Deploying its air power “has come to define Russia’s evolving way of war and Syria was an especially important illustration of this development,” she said.

Moscow was also a diplomatic force in Syria. It made arrangements with the West, which forced an implicit consent to its intervention. It created joint patrols with NATO member Turkey which backed Syrian rebels, to enforce truces in some areas. It reached agreements with Israel, which allowed it to launch airstrikes on Iran-linked targets in Syria. It set up a so-called deconfliction line with the U.S. to prevent mishaps between American and Russian planes flying in Syria’s skies.

At the same time it tried to defend Assad in international affairs, dismissing as fabrications Assad’s use of chemical weapons against civilians and barrel bombs. Russia also launched a soft-power campaign in Syria. In some areas, festivals were put on to popularize Russian culture, Russian national songs were played on Syrian television, self-serving propaganda was churned out and hot meals were served to civilians.

Max, a dual Syrian-Ukrainian national who hails from Syria’s coastal province of Latakia, recalled working for a week as a social media troll disseminating the “truth” about Russia’s positive actions in Syria. An office was set up at a local university and Max worked with other Russian-speaking Syrians.

A member of Assad’s Alawite ruling sect, he said he and others in his hometown were grateful when Russia intervened militarily in 2015, particularly as Islamic extremists had been approaching the area. “Then Russians arrived and the frontline was pushed back,” he said to The Associated Press over a telephone call from Ukraine. He is currently stuck in an Airbnb located in a residential neighborhood of Kyiv.

Max, who is now working for an international organization in Lebanon, had flown to Ukraine to update his personal documents when he became trapped there by Russia’s invasion. His full name was not to be disclosed for his security.

Max no longer believes in the Russian narrative. While many in Max’s hometown of Syria support Russia in its war against Ukraine, Moscow is continuing to make sophisticated disinformation efforts about the invasion.

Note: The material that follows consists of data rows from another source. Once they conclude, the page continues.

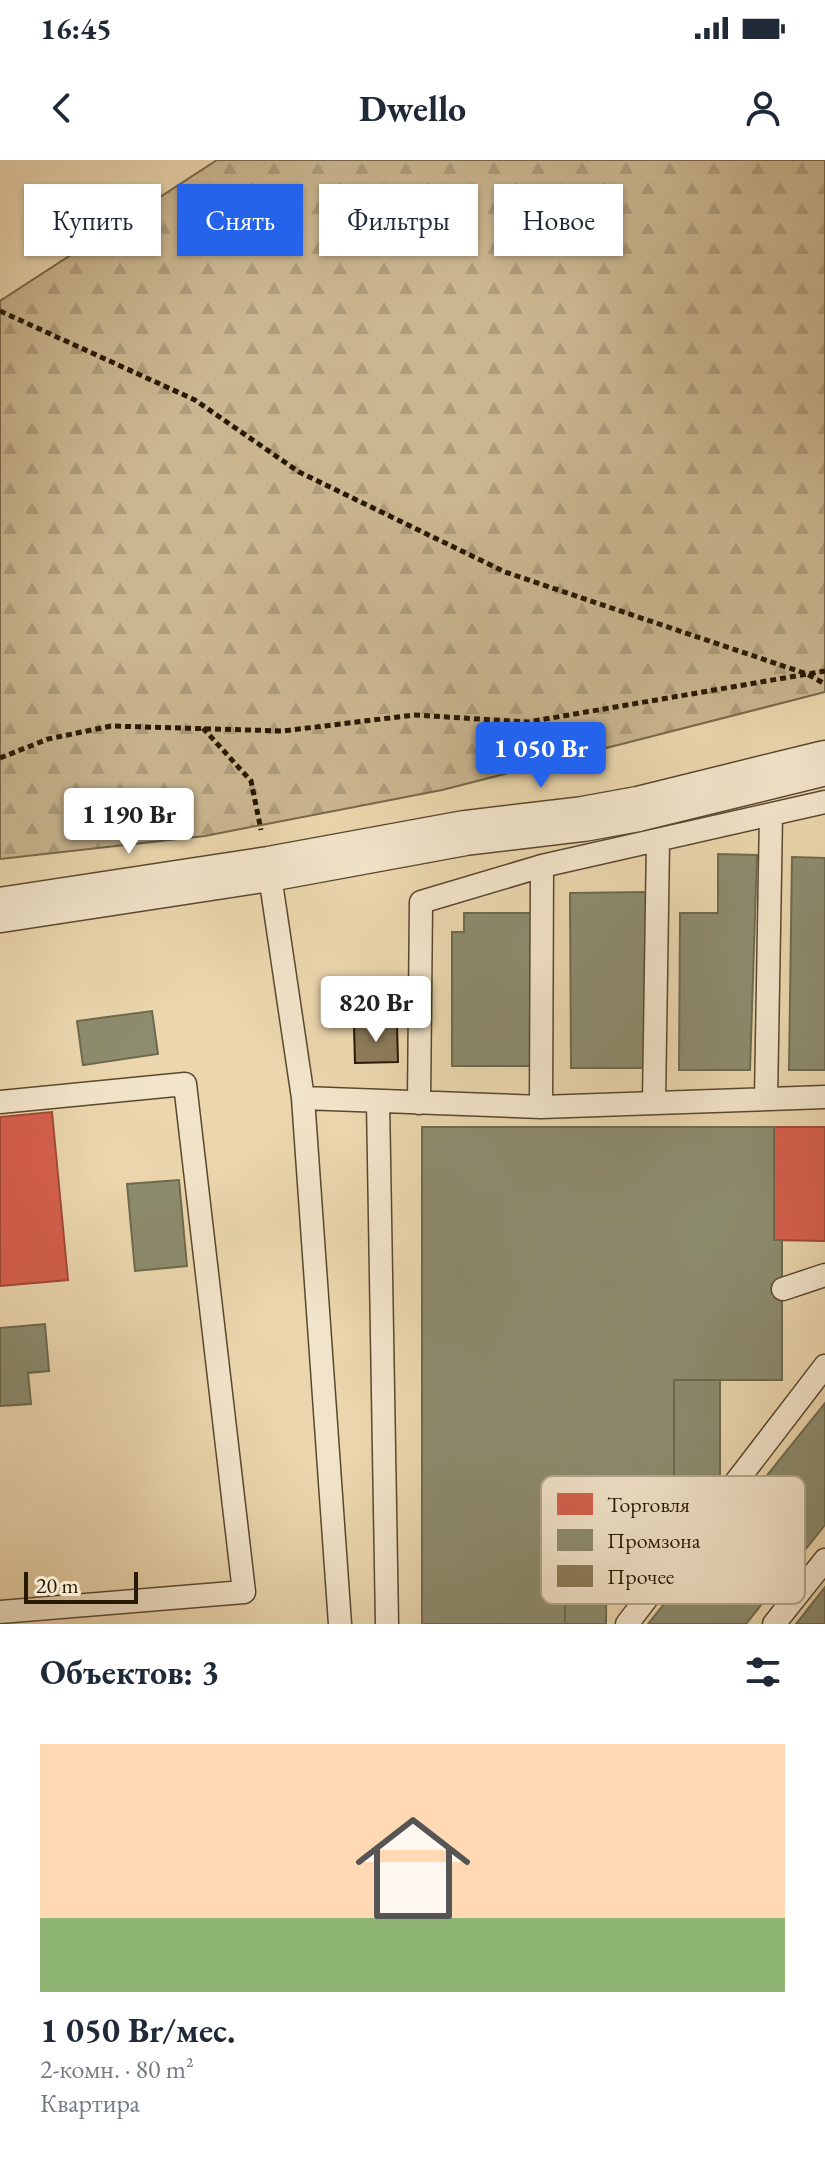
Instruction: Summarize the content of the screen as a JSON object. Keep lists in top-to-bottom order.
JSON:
{
  "legend": ["Торговля", "Промзона", "Прочее"],
  "scale_bar": "20 m",
  "page": {
    "status": "16:45",
    "header": "Dwello",
    "chip": [
      "Купить",
      "Снять",
      "Фильтры",
      "Новое"
    ],
    "price": ["1 050 Br", "1 190 Br", "820 Br"],
    "scale": "20 m",
    "heading": "Объектов: 3",
    "list": [
      {
        "name": "1 050 Br/мес.",
        "note": "2-комн. · 80 m² · Квартира"
      }
    ]
  }
}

Images coming out of Ukraine, including the harrowing mass flight of civilians, are stirring intense and conflicting emotions among Syrians at home and refugees across the globe.

Resentment runs deepest in the northwest province of Idlib, Syria’s last opposition-held bastion, where Russian airstrikes continue to this day. The White Helmets, an opposition civil defense organization, condemned Russia’s attack on Ukraine in a Monday statement.

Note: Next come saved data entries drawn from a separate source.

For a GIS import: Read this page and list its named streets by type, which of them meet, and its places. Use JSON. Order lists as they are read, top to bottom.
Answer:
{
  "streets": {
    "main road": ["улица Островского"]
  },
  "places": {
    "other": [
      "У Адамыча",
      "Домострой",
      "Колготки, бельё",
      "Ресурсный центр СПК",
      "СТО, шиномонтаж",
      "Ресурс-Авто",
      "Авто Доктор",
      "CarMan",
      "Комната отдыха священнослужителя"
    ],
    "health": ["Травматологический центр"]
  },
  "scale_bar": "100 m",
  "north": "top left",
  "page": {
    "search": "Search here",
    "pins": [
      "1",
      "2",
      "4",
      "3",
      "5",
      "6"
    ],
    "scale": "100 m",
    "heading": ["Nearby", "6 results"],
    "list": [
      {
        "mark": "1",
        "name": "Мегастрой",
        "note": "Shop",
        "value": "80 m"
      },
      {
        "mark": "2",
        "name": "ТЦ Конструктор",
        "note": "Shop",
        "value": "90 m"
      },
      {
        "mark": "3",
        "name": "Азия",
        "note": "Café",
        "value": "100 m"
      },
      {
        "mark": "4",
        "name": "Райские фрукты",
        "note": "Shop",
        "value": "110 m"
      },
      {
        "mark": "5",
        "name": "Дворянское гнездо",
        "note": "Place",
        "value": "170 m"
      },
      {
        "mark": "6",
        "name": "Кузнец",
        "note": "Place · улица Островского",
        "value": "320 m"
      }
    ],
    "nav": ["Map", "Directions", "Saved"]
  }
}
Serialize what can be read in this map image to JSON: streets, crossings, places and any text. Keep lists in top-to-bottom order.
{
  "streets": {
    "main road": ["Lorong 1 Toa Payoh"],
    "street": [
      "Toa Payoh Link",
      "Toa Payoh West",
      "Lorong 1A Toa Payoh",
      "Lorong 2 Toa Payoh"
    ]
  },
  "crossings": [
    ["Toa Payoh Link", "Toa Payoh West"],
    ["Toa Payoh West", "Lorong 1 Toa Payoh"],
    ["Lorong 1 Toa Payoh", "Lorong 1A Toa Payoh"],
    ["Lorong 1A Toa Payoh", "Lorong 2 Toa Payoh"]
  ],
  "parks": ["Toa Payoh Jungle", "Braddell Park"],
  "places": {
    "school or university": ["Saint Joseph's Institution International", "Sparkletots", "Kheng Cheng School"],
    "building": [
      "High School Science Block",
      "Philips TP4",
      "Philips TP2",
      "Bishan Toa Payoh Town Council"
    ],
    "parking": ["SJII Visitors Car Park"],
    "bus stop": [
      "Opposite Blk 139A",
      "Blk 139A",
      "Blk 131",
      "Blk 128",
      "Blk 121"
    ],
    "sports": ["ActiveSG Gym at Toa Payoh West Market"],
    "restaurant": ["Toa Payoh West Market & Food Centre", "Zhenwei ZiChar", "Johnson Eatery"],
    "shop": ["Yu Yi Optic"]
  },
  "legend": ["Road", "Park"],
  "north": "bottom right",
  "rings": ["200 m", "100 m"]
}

“It pains us immensely to know that the weapons tested on Syrians will now be used against Ukrainian civilians,” it said, lamenting what it said has been a lack of support from the international community in holding Russia to account in Syria and elsewhere.

“Instead of standing up for international norms, such as those against the use of chemical weapons, the international community has tried to find ways to cooperate with Russia and to this day considers Russia a willing and essential partner in diplomacy,” it said.

Borshchevskaya said the lesson Putin took from Syria was that “the West will not oppose his military interventions” and it gave him a success to build on.

“Appetite comes with eating, and with each intervention he has grown increasingly more brazen, culminating in the tragedy we now see unfolding in Ukraine,” she said. “Just as what happened in Syria did not end in Syria, what is happening in Ukraine will not end in Ukraine.”

Rakan now lives in a tent with his wife and three kids near the Turkish border, where he runs a car spare parts shop. According to him, he believes that a Russian victory in Ukraine will have positive consequences for the opposition from Syria.

“We ask God to grant victory to the Ukrainian people and that the war against Russia will bring an end to Russia,” he stated.

“Maybe they (Ukrainians) can achieve the victory that was not achieved in Syria.”